Read the entries below and pull out each line with the string "shadow".

— Data extract —
++++++++

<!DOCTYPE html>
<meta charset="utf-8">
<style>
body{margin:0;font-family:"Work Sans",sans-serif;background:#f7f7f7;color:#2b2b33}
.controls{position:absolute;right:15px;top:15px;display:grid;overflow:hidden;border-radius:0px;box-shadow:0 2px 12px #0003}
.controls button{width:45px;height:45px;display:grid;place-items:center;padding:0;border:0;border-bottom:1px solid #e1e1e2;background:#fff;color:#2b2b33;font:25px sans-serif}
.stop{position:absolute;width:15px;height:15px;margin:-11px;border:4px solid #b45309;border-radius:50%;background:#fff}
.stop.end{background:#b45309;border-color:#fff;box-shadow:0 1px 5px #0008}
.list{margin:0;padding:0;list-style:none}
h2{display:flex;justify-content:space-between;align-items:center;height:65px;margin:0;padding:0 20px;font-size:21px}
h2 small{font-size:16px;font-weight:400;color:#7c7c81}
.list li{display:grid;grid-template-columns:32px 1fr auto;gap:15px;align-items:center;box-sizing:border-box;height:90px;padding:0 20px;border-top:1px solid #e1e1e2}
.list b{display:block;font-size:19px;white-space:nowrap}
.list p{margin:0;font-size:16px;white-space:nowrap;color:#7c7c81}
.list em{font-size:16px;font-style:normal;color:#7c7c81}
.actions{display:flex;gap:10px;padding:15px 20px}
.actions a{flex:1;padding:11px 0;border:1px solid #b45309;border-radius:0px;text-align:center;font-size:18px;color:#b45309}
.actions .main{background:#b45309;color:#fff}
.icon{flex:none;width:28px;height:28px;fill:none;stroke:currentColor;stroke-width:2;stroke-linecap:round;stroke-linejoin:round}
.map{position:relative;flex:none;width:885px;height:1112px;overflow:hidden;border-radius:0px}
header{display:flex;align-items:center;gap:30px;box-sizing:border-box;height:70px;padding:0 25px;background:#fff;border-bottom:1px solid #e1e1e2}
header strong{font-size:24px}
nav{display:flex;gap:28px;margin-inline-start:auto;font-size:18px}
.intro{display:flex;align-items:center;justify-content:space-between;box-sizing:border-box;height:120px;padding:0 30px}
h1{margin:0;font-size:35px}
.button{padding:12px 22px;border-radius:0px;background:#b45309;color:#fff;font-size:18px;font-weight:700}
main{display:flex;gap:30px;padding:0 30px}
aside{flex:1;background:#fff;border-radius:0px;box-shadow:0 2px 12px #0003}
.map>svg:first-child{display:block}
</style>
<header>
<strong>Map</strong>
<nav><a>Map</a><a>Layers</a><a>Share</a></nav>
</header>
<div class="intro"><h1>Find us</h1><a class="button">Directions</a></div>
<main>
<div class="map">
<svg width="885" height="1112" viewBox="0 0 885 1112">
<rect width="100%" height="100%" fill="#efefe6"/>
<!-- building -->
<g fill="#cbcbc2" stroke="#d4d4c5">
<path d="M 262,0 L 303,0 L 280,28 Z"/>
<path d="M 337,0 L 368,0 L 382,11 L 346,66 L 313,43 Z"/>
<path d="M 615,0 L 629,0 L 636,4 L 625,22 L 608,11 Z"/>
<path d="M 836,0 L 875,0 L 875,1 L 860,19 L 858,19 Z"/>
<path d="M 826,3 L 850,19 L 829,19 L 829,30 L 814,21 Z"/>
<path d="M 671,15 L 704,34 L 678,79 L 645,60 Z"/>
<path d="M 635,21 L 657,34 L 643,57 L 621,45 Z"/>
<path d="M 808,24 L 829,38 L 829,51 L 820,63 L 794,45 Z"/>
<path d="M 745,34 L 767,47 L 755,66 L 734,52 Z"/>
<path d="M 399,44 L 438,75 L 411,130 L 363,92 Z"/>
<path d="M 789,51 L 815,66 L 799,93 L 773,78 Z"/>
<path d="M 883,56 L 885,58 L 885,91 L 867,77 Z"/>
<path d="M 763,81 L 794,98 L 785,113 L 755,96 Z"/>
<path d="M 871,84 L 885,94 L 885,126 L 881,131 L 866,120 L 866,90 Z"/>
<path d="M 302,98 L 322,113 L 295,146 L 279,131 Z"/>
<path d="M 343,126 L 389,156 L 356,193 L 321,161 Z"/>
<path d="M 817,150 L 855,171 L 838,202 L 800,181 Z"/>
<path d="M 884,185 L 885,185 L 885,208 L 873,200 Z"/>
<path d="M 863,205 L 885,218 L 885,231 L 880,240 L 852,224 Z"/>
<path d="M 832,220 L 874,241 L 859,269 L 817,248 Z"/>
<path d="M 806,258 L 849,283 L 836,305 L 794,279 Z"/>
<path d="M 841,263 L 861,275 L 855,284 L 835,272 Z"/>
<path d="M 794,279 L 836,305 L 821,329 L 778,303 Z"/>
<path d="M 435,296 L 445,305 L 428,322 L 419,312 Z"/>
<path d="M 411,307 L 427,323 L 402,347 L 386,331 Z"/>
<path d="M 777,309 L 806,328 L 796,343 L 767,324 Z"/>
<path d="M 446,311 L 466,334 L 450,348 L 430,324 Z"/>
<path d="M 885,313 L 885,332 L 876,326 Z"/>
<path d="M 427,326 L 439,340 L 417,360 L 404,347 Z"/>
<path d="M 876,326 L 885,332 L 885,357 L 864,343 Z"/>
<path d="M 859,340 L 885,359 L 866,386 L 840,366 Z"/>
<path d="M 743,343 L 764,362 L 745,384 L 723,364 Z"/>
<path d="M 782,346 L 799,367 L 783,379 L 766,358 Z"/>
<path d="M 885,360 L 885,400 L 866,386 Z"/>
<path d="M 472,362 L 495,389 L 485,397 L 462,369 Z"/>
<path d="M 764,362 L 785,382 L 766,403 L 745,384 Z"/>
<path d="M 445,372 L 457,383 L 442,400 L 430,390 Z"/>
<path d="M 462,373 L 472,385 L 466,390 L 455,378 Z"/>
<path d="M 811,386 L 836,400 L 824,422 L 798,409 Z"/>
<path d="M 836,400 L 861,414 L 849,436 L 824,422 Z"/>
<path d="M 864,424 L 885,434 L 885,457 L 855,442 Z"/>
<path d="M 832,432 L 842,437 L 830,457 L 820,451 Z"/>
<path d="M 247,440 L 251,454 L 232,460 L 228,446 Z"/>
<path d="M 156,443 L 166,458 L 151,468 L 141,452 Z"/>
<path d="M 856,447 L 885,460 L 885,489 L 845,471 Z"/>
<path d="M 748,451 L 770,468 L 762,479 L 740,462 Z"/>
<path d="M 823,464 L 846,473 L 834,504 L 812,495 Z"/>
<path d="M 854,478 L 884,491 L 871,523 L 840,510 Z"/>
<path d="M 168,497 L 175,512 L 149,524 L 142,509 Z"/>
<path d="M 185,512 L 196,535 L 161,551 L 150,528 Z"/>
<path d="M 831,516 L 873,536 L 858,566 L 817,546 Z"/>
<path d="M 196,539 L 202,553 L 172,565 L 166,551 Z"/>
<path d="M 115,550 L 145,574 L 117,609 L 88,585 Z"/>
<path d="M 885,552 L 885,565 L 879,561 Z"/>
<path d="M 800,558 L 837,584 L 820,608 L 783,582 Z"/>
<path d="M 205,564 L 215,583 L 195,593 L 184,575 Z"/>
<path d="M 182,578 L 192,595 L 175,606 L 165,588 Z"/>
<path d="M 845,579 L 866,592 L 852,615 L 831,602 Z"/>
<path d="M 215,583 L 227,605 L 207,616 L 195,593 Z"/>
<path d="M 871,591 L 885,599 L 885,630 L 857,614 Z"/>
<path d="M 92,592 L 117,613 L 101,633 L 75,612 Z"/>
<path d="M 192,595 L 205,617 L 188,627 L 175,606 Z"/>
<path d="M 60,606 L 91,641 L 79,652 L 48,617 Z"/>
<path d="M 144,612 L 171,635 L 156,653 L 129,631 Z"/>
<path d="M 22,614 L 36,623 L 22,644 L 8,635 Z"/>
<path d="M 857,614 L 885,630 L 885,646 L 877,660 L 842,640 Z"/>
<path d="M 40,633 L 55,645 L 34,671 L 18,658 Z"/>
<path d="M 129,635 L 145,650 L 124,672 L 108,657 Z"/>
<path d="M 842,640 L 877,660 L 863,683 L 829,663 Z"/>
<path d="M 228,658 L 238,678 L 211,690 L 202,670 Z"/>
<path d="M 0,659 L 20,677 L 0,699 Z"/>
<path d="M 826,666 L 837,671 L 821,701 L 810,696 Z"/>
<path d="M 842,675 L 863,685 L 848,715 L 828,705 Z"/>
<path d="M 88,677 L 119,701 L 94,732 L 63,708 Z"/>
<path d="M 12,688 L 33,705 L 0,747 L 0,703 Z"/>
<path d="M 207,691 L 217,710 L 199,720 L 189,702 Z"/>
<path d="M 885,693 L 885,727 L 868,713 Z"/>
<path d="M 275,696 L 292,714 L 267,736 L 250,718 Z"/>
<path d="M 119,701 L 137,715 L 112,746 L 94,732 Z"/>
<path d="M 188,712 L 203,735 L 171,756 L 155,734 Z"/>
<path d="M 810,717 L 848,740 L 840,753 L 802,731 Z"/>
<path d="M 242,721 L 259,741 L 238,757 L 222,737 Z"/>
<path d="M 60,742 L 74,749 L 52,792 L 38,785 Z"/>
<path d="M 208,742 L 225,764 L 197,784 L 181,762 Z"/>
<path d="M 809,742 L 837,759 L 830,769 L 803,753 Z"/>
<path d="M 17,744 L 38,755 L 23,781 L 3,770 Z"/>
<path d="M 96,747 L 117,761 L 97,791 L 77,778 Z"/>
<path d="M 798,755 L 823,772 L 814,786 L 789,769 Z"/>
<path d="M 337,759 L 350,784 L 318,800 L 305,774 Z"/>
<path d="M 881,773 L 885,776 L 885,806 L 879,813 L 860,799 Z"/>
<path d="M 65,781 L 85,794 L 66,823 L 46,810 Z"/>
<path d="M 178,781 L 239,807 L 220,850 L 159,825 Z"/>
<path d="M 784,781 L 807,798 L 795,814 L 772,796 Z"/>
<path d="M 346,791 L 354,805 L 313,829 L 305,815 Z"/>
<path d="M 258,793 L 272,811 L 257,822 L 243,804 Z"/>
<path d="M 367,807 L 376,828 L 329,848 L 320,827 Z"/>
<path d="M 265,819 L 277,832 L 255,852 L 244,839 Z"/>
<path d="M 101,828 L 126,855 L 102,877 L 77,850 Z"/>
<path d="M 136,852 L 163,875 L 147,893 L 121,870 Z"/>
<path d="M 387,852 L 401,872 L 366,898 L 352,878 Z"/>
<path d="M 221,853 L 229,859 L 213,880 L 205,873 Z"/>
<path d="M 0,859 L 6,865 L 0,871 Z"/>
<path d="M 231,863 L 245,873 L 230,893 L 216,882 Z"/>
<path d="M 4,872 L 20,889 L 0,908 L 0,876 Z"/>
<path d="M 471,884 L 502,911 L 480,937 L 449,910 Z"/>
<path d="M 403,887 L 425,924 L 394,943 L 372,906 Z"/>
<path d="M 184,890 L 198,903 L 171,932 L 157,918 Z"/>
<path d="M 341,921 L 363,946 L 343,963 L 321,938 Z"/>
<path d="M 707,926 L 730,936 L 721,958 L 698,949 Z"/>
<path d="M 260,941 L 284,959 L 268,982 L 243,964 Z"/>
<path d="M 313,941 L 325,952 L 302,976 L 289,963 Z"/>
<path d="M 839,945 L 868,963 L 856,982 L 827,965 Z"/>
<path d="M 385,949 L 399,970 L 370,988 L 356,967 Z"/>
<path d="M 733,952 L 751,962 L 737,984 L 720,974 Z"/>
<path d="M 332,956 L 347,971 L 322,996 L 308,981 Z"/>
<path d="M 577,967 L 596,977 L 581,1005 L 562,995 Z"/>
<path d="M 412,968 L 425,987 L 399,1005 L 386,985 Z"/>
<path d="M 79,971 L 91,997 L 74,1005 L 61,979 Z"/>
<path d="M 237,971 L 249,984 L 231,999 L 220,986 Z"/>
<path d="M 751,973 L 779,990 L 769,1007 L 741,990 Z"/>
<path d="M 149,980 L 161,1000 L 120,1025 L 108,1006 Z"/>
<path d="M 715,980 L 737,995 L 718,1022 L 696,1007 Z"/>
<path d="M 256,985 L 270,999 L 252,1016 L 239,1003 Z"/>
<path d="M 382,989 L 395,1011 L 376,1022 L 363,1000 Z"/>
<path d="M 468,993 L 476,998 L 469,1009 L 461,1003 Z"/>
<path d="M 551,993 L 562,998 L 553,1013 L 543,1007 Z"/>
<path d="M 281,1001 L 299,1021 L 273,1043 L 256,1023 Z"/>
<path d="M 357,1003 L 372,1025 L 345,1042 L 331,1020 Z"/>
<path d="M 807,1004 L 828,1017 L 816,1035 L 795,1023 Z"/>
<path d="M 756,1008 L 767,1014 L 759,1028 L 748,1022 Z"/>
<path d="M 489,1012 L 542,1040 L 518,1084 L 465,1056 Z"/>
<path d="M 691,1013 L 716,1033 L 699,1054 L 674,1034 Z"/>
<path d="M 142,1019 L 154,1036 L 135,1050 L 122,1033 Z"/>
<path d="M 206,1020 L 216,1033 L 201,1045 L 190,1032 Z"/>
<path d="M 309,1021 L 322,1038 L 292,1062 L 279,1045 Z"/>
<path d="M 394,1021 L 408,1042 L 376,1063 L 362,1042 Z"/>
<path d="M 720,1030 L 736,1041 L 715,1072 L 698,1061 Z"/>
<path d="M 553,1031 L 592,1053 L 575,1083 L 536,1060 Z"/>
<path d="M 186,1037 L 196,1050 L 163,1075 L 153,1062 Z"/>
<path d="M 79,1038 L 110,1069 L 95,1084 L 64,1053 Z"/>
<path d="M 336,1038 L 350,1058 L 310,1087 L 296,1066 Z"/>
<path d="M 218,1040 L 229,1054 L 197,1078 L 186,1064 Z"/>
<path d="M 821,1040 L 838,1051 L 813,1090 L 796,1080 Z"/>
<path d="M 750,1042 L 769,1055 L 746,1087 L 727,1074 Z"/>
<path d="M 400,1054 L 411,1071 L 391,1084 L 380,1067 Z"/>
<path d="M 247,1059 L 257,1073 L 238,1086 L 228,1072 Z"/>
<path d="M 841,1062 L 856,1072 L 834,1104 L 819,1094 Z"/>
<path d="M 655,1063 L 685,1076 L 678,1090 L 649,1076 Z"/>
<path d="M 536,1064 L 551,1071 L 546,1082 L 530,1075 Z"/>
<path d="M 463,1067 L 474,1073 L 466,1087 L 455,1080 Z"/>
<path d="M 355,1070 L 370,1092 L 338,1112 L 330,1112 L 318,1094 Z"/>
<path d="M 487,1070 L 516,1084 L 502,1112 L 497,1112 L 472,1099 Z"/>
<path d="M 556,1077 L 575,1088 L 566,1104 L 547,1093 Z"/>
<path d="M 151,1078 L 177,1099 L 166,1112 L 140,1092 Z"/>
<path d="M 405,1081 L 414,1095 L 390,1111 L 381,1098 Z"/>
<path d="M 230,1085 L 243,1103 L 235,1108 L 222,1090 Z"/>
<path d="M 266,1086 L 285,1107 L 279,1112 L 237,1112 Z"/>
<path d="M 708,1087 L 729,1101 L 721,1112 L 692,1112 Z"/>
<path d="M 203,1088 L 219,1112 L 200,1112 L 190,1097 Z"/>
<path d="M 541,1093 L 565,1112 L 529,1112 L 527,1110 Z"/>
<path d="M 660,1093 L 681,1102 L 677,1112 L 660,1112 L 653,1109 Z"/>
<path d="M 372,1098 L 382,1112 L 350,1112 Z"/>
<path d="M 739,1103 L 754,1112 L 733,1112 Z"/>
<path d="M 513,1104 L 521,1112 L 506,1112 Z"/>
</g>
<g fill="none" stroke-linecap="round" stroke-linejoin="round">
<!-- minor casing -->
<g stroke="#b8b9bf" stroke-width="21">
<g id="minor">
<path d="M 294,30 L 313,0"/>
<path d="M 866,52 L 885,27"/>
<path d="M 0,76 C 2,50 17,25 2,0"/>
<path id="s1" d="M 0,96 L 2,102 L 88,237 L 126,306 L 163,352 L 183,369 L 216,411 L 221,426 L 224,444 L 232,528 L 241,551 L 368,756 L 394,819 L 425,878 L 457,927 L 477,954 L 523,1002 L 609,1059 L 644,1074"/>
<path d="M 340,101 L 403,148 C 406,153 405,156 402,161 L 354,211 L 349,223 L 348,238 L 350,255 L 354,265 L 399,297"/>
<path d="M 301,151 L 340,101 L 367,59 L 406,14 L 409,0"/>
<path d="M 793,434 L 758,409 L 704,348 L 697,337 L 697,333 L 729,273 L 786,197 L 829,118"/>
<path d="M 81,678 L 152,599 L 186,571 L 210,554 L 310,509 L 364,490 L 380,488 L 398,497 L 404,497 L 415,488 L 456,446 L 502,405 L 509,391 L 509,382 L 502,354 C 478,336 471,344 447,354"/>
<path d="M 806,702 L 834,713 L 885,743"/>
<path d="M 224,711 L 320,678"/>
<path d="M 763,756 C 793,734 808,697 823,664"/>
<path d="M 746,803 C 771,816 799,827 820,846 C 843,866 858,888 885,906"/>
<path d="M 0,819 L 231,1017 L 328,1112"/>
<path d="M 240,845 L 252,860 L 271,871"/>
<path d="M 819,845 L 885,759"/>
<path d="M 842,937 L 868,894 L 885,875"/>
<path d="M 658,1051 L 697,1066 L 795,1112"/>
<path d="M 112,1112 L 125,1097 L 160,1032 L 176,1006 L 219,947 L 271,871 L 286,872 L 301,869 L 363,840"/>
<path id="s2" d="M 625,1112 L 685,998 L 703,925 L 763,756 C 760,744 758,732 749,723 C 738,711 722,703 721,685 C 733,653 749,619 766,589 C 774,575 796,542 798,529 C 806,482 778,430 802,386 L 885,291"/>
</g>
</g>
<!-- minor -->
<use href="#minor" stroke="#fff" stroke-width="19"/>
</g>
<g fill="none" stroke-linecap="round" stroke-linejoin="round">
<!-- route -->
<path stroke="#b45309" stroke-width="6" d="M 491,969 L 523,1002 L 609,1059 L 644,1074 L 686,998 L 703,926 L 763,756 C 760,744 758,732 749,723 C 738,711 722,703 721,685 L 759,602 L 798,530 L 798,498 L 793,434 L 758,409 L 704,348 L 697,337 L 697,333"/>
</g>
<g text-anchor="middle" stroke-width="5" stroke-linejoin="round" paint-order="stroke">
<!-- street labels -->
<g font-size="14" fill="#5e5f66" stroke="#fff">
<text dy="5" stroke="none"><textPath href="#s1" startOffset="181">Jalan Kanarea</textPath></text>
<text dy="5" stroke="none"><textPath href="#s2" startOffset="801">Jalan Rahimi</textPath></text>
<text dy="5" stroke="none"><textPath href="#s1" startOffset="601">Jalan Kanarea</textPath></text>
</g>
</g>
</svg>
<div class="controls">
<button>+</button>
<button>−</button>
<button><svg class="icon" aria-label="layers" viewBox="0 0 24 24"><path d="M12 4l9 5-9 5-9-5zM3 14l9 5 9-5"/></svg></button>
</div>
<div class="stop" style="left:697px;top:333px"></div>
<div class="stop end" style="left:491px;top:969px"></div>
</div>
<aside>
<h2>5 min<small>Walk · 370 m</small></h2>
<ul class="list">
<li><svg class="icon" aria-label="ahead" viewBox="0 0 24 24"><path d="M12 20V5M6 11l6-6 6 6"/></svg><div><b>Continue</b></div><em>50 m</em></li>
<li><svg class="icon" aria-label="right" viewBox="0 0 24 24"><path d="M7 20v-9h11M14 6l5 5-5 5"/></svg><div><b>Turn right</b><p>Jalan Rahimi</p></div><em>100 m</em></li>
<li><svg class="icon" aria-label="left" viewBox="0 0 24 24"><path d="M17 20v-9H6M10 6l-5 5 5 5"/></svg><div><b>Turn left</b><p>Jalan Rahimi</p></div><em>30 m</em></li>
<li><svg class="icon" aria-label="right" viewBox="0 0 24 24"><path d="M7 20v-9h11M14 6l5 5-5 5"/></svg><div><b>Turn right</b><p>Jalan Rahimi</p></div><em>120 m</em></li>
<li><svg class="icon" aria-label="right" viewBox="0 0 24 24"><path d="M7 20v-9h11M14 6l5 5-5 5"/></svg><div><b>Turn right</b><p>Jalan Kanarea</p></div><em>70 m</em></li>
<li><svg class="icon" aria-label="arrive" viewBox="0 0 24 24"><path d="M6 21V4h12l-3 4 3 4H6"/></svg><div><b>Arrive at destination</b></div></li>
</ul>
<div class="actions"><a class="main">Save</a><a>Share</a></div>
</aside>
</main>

++++++++

— Solution to this exercise —
.controls{position:absolute;right:15px;top:15px;display:grid;overflow:hidden;border-radius:0px;box-shadow:0 2px 12px #0003}
.stop.end{background:#b45309;border-color:#fff;box-shadow:0 1px 5px #0008}
aside{flex:1;background:#fff;border-radius:0px;box-shadow:0 2px 12px #0003}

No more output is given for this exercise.